The Hurricanes seemed no different from other players when they were recruited by the more traditional football schools, but buried in their hearts must have been a little deviant individualism that led them to choose Miami, a school so seemingly, well, uncollegiate. It is only 67 years old. And the young men who play football for this school have the charm and arrogance of social-climbing bootleggers; they are the Jay Gatsbys of the NCAA. Yet they have manufactured tradition at an alarming pace, winning four national championships in nine years, including three in the last five and two in the last three.

All comparisons fail when talking about this seductive private school of 14,200 students. In a mere decade Miami has become highly regarded as a center not only of football achievements but also of academic attainment. A five-year fund-raising drive, which ended in 1989, took in $517 million—at the time the second most lucrative such campaign ever and one that is surely related to the football team's extravagant success.

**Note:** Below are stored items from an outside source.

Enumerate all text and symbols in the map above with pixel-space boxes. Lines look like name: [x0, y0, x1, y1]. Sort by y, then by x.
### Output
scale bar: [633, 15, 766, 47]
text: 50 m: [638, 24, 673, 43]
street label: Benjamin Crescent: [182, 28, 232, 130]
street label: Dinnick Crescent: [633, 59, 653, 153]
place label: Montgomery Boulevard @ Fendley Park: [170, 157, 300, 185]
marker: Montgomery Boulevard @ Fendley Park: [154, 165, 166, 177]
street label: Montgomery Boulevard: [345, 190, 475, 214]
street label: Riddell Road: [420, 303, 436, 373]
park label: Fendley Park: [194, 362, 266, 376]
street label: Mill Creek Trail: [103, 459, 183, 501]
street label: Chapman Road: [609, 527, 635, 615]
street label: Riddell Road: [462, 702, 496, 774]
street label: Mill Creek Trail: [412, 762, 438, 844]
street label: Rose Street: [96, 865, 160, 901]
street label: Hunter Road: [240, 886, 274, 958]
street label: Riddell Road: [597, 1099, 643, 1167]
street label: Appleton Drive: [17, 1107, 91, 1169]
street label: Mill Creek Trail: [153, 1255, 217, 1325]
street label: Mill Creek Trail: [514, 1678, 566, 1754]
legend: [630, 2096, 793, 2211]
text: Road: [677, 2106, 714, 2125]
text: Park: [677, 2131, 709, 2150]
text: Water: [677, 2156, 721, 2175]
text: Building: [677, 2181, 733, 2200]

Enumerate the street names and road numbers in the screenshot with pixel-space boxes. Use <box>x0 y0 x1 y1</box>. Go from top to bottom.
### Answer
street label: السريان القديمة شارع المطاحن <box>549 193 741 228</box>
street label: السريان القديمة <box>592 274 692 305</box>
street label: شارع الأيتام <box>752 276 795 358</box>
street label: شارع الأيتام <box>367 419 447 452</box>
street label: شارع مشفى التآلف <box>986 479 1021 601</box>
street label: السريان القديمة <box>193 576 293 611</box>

Miami has gone 77-7 in the last seven seasons and finished in the top three in the country an unprecedented six straight times, accomplishments that demand comparison with the Notre Dame teams of the 1940s—the Irish won four national championships between 1943 and '49—and Oklahoma's teams of '53 through '57, which won 47 straight games and two national titles. Both of those dynasties were achieved under the direction of a single coach, Frank Leahy of the Irish and Bud Wilkinson of the Sooners. The Hurricanes, however, have won their four titles under three coaches—Howard Schnellenberger in 1983, Jimmy Johnson in '87 and the incumbent, Dennis Erickson, in '89 and '91. Miami assistant coach Art Kehoe is the only member of the staff who has remained through all three administrations. He can honestly say, "I remember every loss."

And the Hurricanes' consistency shows no sign of abating. With 15 starters returning from last year's team, Miami is seeking to become the first school to win back-to-back national titles since Alabama did it in 1978 and '79.

The Hurricane program has become the maker of manners, the model for every coach and athletic director seeking to launch a winning tradition of his own. It is not unusual for 40 or 50 high school, college and even pro coaches to visit Miami's spring practice sessions. But is it possible to copy the Hurricanes? Probably not, for their success is the product of an elusive formula, a combination of many elements. Its essence is the players themselves, who, lacking any tradition of their own, decided to make some up as they went along.

The Miami alumni list of the last 10 years is an NFL Who's Who, and many of the entries can be found on the sideline at the Orange Bowl, where the Hurricanes have won 45 straight games. Bennie Blades, Melvin Bratton, Eddie Brown, Bernard Clark, Alonzo Highsmith, Michael Irvin, Jim Kelly, Brett Perriman and Daniel Stubbs are some of the current pros who can be spotted amid the orange jerseys. They chat. They clap. They cajole. They criticize. Frequently they threaten. They moan that the current Hurricanes aren't showy enough or throwy enough or talky enough or dancey enough.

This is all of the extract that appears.